Repeat word for word the opening stretch of the entries, from the first line through the line containing "width:40px; border:2px solid".

───── EXERCISE DATA

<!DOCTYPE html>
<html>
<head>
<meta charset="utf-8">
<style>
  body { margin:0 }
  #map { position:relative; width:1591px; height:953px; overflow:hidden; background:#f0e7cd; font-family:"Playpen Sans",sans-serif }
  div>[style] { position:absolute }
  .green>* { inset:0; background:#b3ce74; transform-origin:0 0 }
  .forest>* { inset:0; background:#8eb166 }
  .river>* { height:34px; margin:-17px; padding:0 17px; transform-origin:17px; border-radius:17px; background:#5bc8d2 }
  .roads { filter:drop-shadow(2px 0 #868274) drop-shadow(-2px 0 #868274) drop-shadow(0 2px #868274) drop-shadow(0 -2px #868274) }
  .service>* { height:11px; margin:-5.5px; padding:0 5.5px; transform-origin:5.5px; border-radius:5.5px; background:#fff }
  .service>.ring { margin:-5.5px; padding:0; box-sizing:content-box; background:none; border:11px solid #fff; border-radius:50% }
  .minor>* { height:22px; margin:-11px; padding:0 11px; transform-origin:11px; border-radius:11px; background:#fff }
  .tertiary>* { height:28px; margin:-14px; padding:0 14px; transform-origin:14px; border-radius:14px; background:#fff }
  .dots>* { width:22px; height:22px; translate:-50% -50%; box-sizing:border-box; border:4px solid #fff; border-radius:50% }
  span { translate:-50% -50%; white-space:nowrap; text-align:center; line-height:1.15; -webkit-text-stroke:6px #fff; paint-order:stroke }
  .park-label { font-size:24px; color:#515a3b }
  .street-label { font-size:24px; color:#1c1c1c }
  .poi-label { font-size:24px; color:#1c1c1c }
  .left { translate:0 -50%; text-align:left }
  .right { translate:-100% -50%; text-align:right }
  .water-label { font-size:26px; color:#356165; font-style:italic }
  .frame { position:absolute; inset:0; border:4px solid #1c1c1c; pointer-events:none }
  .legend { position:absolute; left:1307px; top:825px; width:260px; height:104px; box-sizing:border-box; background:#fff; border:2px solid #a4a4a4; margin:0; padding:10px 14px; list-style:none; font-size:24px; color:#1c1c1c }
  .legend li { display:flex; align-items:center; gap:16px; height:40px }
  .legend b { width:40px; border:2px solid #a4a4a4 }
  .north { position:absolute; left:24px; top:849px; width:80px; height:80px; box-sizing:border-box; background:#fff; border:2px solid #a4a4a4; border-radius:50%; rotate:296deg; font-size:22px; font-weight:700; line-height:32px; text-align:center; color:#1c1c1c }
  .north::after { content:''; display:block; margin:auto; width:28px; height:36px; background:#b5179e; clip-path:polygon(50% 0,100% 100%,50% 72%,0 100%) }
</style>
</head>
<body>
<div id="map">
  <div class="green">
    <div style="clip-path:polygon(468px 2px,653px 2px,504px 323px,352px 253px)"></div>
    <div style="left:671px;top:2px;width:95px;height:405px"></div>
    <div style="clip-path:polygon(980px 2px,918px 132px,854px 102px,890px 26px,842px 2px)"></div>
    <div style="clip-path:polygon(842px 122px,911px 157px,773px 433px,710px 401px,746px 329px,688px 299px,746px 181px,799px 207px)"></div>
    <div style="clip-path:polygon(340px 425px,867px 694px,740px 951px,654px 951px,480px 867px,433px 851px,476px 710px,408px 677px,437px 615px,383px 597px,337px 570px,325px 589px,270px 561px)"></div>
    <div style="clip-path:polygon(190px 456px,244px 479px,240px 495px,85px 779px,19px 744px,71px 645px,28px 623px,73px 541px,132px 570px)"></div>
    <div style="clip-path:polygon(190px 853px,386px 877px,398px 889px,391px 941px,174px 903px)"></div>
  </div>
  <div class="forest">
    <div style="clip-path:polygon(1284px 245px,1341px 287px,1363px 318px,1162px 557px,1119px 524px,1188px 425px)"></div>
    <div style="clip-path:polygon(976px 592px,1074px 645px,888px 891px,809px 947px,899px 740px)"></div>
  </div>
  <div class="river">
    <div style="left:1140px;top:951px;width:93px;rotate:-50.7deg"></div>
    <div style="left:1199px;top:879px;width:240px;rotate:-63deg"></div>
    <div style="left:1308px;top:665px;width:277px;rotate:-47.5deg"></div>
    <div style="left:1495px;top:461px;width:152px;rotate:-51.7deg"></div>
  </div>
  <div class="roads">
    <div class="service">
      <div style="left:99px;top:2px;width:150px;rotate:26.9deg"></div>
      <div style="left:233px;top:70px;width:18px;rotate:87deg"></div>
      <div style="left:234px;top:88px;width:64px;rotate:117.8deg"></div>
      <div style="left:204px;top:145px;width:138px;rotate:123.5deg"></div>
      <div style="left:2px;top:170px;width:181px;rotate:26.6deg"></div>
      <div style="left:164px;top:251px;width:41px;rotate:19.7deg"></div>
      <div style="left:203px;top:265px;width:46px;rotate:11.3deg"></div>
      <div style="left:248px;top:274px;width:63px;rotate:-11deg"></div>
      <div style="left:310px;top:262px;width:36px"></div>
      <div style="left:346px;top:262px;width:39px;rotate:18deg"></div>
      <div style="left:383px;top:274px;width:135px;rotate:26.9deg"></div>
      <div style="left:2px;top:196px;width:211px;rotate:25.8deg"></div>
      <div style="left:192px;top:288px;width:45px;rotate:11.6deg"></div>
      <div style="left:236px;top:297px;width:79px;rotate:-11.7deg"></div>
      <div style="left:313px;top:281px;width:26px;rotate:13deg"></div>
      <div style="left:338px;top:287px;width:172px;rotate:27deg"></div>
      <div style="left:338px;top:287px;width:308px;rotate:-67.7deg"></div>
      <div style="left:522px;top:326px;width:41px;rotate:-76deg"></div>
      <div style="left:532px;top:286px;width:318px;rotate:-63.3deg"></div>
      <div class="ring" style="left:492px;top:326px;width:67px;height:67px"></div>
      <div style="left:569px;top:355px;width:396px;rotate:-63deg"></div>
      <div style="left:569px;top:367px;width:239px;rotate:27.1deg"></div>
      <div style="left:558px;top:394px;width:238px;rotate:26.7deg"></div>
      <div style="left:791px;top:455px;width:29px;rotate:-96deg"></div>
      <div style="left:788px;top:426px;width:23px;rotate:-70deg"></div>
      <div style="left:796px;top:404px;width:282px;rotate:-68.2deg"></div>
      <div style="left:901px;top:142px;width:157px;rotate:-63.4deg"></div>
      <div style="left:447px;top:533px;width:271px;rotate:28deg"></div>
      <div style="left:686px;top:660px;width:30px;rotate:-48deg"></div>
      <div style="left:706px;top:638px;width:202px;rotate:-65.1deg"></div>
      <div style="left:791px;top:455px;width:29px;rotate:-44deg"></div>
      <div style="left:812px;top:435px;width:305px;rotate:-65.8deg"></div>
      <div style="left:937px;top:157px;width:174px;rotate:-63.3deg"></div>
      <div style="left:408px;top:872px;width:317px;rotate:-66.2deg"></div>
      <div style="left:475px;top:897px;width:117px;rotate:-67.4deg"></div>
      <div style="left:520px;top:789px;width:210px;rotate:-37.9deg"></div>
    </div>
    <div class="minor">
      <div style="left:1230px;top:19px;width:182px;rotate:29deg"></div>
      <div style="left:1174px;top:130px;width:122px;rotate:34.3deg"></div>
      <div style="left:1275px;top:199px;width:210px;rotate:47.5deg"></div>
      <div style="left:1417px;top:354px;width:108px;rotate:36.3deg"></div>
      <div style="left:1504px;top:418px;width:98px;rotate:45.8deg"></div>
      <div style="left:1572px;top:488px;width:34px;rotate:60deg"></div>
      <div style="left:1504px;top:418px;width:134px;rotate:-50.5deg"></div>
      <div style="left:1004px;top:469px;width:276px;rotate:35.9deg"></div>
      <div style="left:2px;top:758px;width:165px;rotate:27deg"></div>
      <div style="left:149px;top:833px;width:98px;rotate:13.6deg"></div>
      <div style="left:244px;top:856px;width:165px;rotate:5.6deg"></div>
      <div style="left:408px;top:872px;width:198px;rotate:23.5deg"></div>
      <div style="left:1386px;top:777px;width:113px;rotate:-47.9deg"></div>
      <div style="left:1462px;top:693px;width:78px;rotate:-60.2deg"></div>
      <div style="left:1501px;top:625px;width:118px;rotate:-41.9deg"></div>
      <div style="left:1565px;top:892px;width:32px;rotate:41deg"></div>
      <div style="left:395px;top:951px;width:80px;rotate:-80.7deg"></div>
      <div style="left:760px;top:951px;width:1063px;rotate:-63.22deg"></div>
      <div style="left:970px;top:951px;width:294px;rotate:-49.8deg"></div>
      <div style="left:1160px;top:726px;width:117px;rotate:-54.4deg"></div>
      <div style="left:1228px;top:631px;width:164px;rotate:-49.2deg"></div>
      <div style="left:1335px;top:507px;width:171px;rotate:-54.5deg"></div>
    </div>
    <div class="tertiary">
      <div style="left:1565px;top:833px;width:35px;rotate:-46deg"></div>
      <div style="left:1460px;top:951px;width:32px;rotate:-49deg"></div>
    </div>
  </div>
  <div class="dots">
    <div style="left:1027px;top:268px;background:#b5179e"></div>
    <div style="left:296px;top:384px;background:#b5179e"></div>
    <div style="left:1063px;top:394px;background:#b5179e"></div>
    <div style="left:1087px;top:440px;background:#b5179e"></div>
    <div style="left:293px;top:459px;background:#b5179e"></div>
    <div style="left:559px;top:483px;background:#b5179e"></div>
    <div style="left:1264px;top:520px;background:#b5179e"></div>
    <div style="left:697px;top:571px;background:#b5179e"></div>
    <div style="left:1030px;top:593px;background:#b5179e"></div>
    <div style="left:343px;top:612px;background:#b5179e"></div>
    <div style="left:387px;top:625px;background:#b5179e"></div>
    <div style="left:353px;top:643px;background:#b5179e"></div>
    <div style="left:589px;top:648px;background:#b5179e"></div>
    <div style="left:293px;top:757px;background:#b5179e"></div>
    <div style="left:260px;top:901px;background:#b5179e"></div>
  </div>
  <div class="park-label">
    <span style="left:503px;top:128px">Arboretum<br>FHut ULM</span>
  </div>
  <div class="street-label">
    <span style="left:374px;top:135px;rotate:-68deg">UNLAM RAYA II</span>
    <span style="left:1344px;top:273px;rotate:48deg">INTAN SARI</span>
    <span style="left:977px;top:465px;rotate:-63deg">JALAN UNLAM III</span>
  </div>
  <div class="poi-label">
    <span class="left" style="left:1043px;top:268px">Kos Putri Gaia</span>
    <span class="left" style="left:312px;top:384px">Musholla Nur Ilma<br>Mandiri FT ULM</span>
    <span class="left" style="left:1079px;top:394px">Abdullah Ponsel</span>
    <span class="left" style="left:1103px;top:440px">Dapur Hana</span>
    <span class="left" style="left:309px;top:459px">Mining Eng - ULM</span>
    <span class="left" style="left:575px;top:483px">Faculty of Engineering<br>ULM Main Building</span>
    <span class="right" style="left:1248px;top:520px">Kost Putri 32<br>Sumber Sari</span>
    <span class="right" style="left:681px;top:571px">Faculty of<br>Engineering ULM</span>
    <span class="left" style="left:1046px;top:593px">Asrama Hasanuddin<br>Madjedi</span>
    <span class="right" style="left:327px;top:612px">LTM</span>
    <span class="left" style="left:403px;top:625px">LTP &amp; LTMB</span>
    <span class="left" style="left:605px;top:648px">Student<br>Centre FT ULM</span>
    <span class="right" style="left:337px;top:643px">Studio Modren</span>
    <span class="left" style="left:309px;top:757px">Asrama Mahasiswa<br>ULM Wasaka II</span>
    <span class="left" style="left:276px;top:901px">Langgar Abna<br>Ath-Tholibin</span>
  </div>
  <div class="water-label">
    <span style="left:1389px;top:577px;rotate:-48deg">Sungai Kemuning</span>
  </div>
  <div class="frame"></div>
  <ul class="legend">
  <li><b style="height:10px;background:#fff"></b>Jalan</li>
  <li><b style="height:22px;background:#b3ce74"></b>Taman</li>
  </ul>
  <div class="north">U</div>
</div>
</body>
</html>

──────────

» SOLUTION FOR THIS EXERCISE
<!DOCTYPE html>
<html>
<head>
<meta charset="utf-8">
<style>
  body { margin:0 }
  #map { position:relative; width:1591px; height:953px; overflow:hidden; background:#f0e7cd; font-family:"Playpen Sans",sans-serif }
  div>[style] { position:absolute }
  .green>* { inset:0; background:#b3ce74; transform-origin:0 0 }
  .forest>* { inset:0; background:#8eb166 }
  .river>* { height:34px; margin:-17px; padding:0 17px; transform-origin:17px; border-radius:17px; background:#5bc8d2 }
  .roads { filter:drop-shadow(2px 0 #868274) drop-shadow(-2px 0 #868274) drop-shadow(0 2px #868274) drop-shadow(0 -2px #868274) }
  .service>* { height:11px; margin:-5.5px; padding:0 5.5px; transform-origin:5.5px; border-radius:5.5px; background:#fff }
  .service>.ring { margin:-5.5px; padding:0; box-sizing:content-box; background:none; border:11px solid #fff; border-radius:50% }
  .minor>* { height:22px; margin:-11px; padding:0 11px; transform-origin:11px; border-radius:11px; background:#fff }
  .tertiary>* { height:28px; margin:-14px; padding:0 14px; transform-origin:14px; border-radius:14px; background:#fff }
  .dots>* { width:22px; height:22px; translate:-50% -50%; box-sizing:border-box; border:4px solid #fff; border-radius:50% }
  span { translate:-50% -50%; white-space:nowrap; text-align:center; line-height:1.15; -webkit-text-stroke:6px #fff; paint-order:stroke }
  .park-label { font-size:24px; color:#515a3b }
  .street-label { font-size:24px; color:#1c1c1c }
  .poi-label { font-size:24px; color:#1c1c1c }
  .left { translate:0 -50%; text-align:left }
  .right { translate:-100% -50%; text-align:right }
  .water-label { font-size:26px; color:#356165; font-style:italic }
  .frame { position:absolute; inset:0; border:4px solid #1c1c1c; pointer-events:none }
  .legend { position:absolute; left:1307px; top:825px; width:260px; height:104px; box-sizing:border-box; background:#fff; border:2px solid #a4a4a4; margin:0; padding:10px 14px; list-style:none; font-size:24px; color:#1c1c1c }
  .legend li { display:flex; align-items:center; gap:16px; height:40px }
  .legend b { width:40px; border:2px solid #a4a4a4 }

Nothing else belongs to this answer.